START INPUT DATA

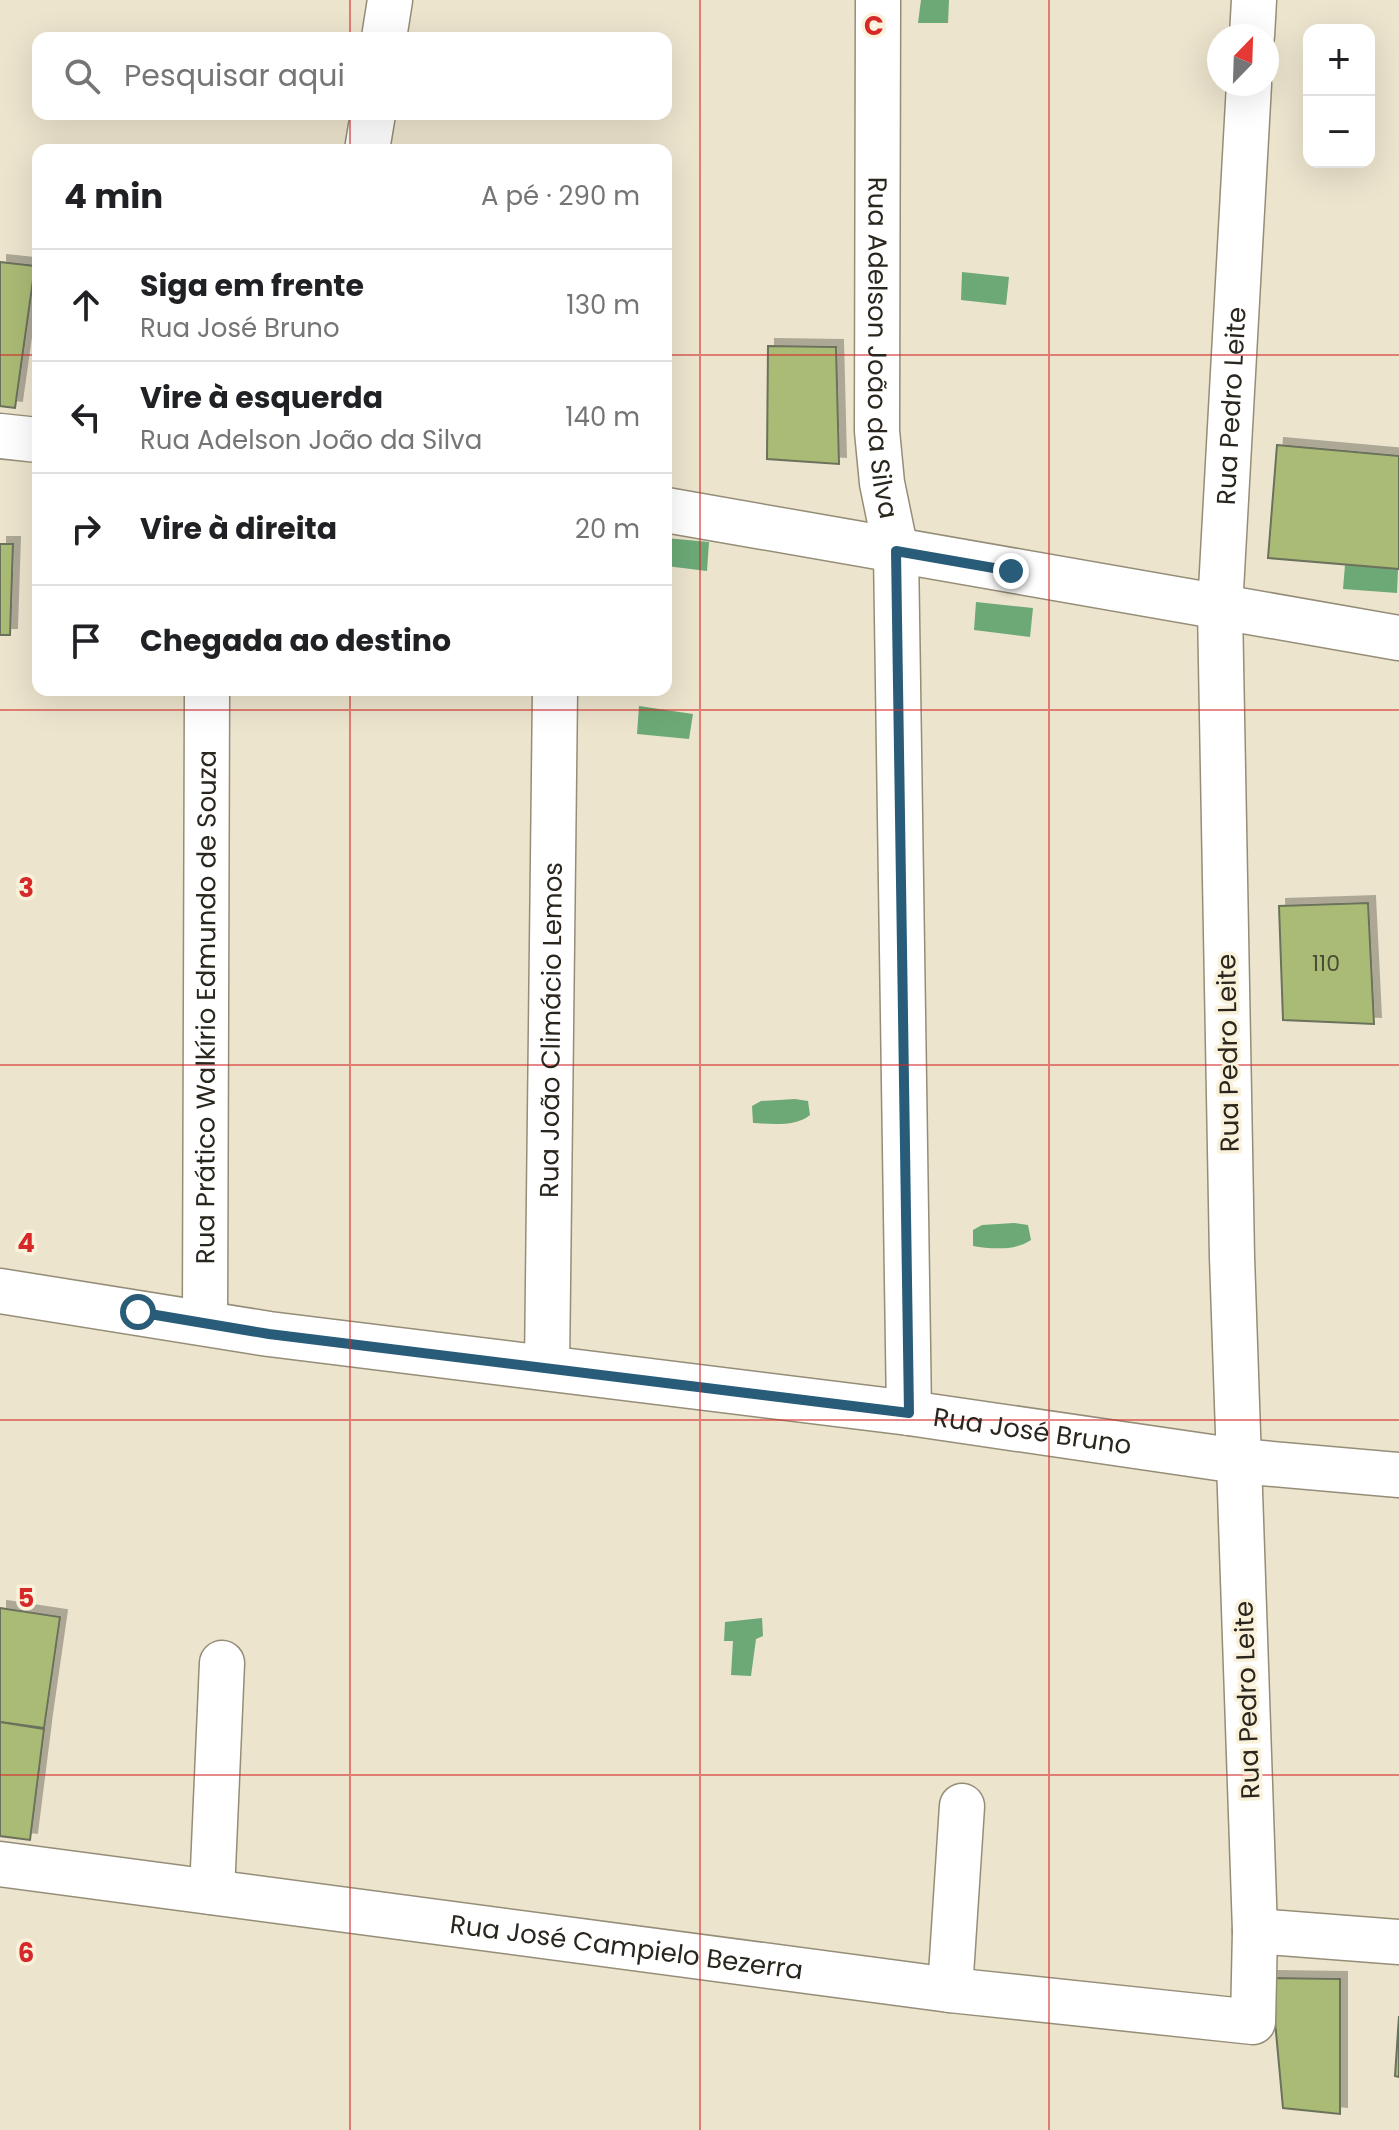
<!DOCTYPE html>
<html lang="pt">
<meta charset="utf-8">
<style>
:root{--surface:#fff;--page:#f2f2f2;--text:#202124;--muted:#757577;--line:#e0e0e0}
body{margin:0;font-family:Poppins,sans-serif;background:var(--page);color:var(--text)}
.controls{position:absolute;right:24px;top:24px;display:grid;overflow:hidden;border-radius:16px;box-shadow:0 8px 32px #0002}
.controls button{width:72px;height:72px;display:grid;place-items:center;padding:0;border:0;border-bottom:2px solid var(--line);background:var(--surface);color:var(--text);font:40px sans-serif}
.compass{position:absolute;left:1207px;top:24px;width:72px;height:72px;border-radius:50%;background:var(--surface);box-shadow:0 8px 32px #0002;rotate:23deg}
.stop{position:absolute;width:24px;height:24px;margin:-18px;border:6px solid #295c79;border-radius:50%;background:#fff}
.stop.end{background:#295c79;border-color:#fff;box-shadow:0 2px 8px #0008}
.list{margin:0;padding:0;list-style:none}
h2{display:flex;justify-content:space-between;align-items:center;height:104px;margin:0;padding:0 32px;font-size:34px}
h2 small{font-size:26px;font-weight:400;color:var(--muted)}
.list li{display:grid;grid-template-columns:52px 1fr auto;gap:24px;align-items:center;box-sizing:border-box;height:112px;padding:0 32px;border-top:2px solid var(--line)}
.list b{display:block;font-size:30px;white-space:nowrap}
.list p{margin:0;font-size:26px;white-space:nowrap;color:var(--muted)}
.list em{font-size:26px;font-style:normal;color:var(--muted)}
.icon{flex:none;width:44px;height:44px;fill:none;stroke:currentColor;stroke-width:2;stroke-linecap:round;stroke-linejoin:round}
.map{position:relative;flex:none;width:1399px;height:2130px;overflow:hidden}
.search{position:absolute;background:var(--surface);box-shadow:0 8px 32px #0002;left:32px;top:32px;width:640px;height:88px;display:flex;align-items:center;gap:20px;box-sizing:border-box;padding:0 28px;border-radius:16px;color:var(--muted);font-size:30px}
.panel{position:absolute;background:var(--surface);box-shadow:0 8px 32px #0002;left:32px;top:144px;width:640px;height:552px;border-radius:16px}
.map>svg:first-child{display:block}
</style>
<div class="map">
<svg width="1399" height="2130" viewBox="0 0 1399 2130">
<defs>
<filter id="shadow"><feDropShadow dx="7" dy="-7" stdDeviation="0" flood-color="#0004"/></filter>
</defs>
<rect width="100%" height="100%" fill="#ece4cd"/>
<g fill="#6ca977">
<polygon points="921,0 949,0 948,23 918,23"/>
<polygon points="962,272 1009,277 1006,305 961,300"/>
<polygon points="666,538 709,542 707,571 666,566"/>
<polygon points="1345,565 1398,569 1397,593 1343,589"/>
<polygon points="976,602 1033,608 1030,637 974,630"/>
<polygon points="639,706 693,714 689,739 637,734"/>
<path d="M795,1099L808,1101L810,1115C796,1127 771,1124 753,1123L752,1106L761,1101Z"/>
<path d="M1014,1223L1028,1225L1031,1240C1015,1251 991,1249 973,1246V1230L982,1225Z"/>
<polygon points="762,1618 763,1636 756,1639 751,1676 731,1675 733,1641 724,1641 725,1622"/>
</g>
<g fill="#aabb74" stroke="#6b715c" stroke-width="2" filter="url(#shadow)">
<polygon points="0,262 35,266 15,408 0,406"/>
<polygon points="768,346 836,347 839,464 767,459"/>
<polygon points="1277,445 1399,456 1399,569 1268,558"/>
<polygon points="0,544 13,544 10,635 0,635"/>
<polygon points="1368,903 1374,1024 1283,1020 1279,906"/>
<polygon points="0,1608 60,1617 44,1728 0,1722"/>
<polygon points="0,1722 44,1729 30,1840 0,1836"/>
<polygon points="1271,1978 1340,1979 1340,2114 1283,2108"/>
<polygon points="1399,2016 1399,2077 1395,2076"/>
</g>
<g fill="none" stroke-linecap="round" stroke-linejoin="round">
<g stroke="#958d77" stroke-width="47">
<g id="minor">
<path id="s1" d="M878,0L877,431L882,483L896,551L909,1413"/>
<polyline points="1252,36 1254,0"/>
<polyline points="384,38 390,0"/>
<polyline points="367,150 373,114"/>
<polyline points="0,436 38,440"/>
<polyline points="666,510 1399,638"/>
<path id="s2" d="M0,1291L269,1334L909,1413L1238,1461L1399,1475"/>
<path id="s3" d="M205,1323L207,690"/>
<path id="s4" d="M547,1368L555,690"/>
<path id="s5" d="M0,1864L950,1990L1253,2022L1255,1931L1232,1257L1220,608L1249,84"/>
<polyline points="212,1892 222,1663"/>
<polyline points="1255,1931 1399,1942"/>
<polyline points="950,1990 962,1806"/>
</g>
</g>
<use href="#minor" stroke="#fff" stroke-width="44"/>
</g>
<g fill="none" stroke-linecap="round" stroke-linejoin="round">
<polyline stroke="#295c79" stroke-width="10" points="138,1312 269,1334 909,1413 896,551 1011,571"/>
</g>
<path fill="none" stroke="#d62828" stroke-width="2" stroke-opacity="0.55" d="M350,0V38M700,0V2130M1049,0V2130M350,114V150M0,355H38M666,355H1399M350,690V2130M0,710H1399M0,1065H1399M0,1420H1399M0,1775H1399"/>
<g text-anchor="middle" dominant-baseline="central" stroke-width="7" stroke-linejoin="round" paint-order="stroke">
<g font-size="22" fill="#4a4b34">
<text x="1326" y="963">110</text>
</g>
<g font-size="26" fill="#2a261e" stroke="#f9f1da">
<text stroke="none"><textPath href="#s1" startOffset="348">Rua Adelson João da Silva</textPath></text>
<text stroke="none"><textPath href="#s5" startOffset="2880">Rua Pedro Leite</textPath></text>
<text stroke="none"><textPath href="#s3" startOffset="316">Rua Prático Walkírio Edmundo de Souza</textPath></text>
<text stroke="none"><textPath href="#s4" startOffset="338">Rua João Climácio Lemos</textPath></text>
<text transform="translate(1228 1053) rotate(-91)">Rua Pedro Leite</text>
<text stroke="none"><textPath href="#s2" startOffset="1042">Rua José Bruno</textPath></text>
<text transform="translate(1247 1700) rotate(-92)">Rua Pedro Leite</text>
<text stroke="none"><textPath href="#s5" startOffset="632">Rua José Campielo Bezerra</textPath></text>
</g>
</g>
<g font-size="26" text-anchor="middle" font-weight="bold" fill="#d62828" stroke="#f9f1da" stroke-width="7" stroke-linejoin="round" paint-order="stroke">
<text x="874" y="35">C</text>
<text x="26" y="897">3</text>
<text x="26" y="1252">4</text>
<text x="26" y="1607">5</text>
<text x="26" y="1962">6</text>
</g>
</svg>
<div class="controls">
<button>+</button>
<button>−</button>
</div>
<svg class="compass" viewBox="-18 -18 36 36"><path d="M0-13l5 13h-10z" fill="#e53935"/><path d="M0 13l5-13h-10z" fill="#757577"/></svg>
<div class="stop" style="left:138px;top:1312px"></div>
<div class="stop end" style="left:1011px;top:571px"></div>
<div class="search"><svg class="icon" aria-label="search" viewBox="0 0 24 24"><circle cx="10" cy="10" r="6"/><path d="M15 15l6 6"/></svg>Pesquisar aqui</div>
<section class="panel">
<h2>4 min<small>A pé · 290 m</small></h2>
<ul class="list">
<li><svg class="icon" aria-label="ahead" viewBox="0 0 24 24"><path d="M12 20V5M6 11l6-6 6 6"/></svg><div><b>Siga em frente</b><p>Rua José Bruno</p></div><em>130 m</em></li>
<li><svg class="icon" aria-label="left" viewBox="0 0 24 24"><path d="M17 20v-9H6M10 6l-5 5 5 5"/></svg><div><b>Vire à esquerda</b><p>Rua Adelson João da Silva</p></div><em>140 m</em></li>
<li><svg class="icon" aria-label="right" viewBox="0 0 24 24"><path d="M7 20v-9h11M14 6l5 5-5 5"/></svg><div><b>Vire à direita</b></div><em>20 m</em></li>
<li><svg class="icon" aria-label="arrive" viewBox="0 0 24 24"><path d="M6 21V4h12l-3 4 3 4H6"/></svg><div><b>Chegada ao destino</b></div></li>
</ul>
</section>
</div>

END INPUT DATA

◆ TASK OBJECTIVE ◆
Take each line above that holds the string "display" and copy it.

◆ EXERCISE OUTPUT ◆
.controls{position:absolute;right:24px;top:24px;display:grid;overflow:hidden;border-radius:16px;box-shadow:0 8px 32px #0002}
.controls button{width:72px;height:72px;display:grid;place-items:center;padding:0;border:0;border-bottom:2px solid var(--line);background:var(--surface);color:var(--text);font:40px sans-serif}
h2{display:flex;justify-content:space-between;align-items:center;height:104px;margin:0;padding:0 32px;font-size:34px}
.list li{display:grid;grid-template-columns:52px 1fr auto;gap:24px;align-items:center;box-sizing:border-box;height:112px;padding:0 32px;border-top:2px solid var(--line)}
.list b{display:block;font-size:30px;white-space:nowrap}
.search{position:absolute;background:var(--surface);box-shadow:0 8px 32px #0002;left:32px;top:32px;width:640px;height:88px;display:flex;align-items:center;gap:20px;box-sizing:border-box;padding:0 28px;border-radius:16px;color:var(--muted);font-size:30px}
.map>svg:first-child{display:block}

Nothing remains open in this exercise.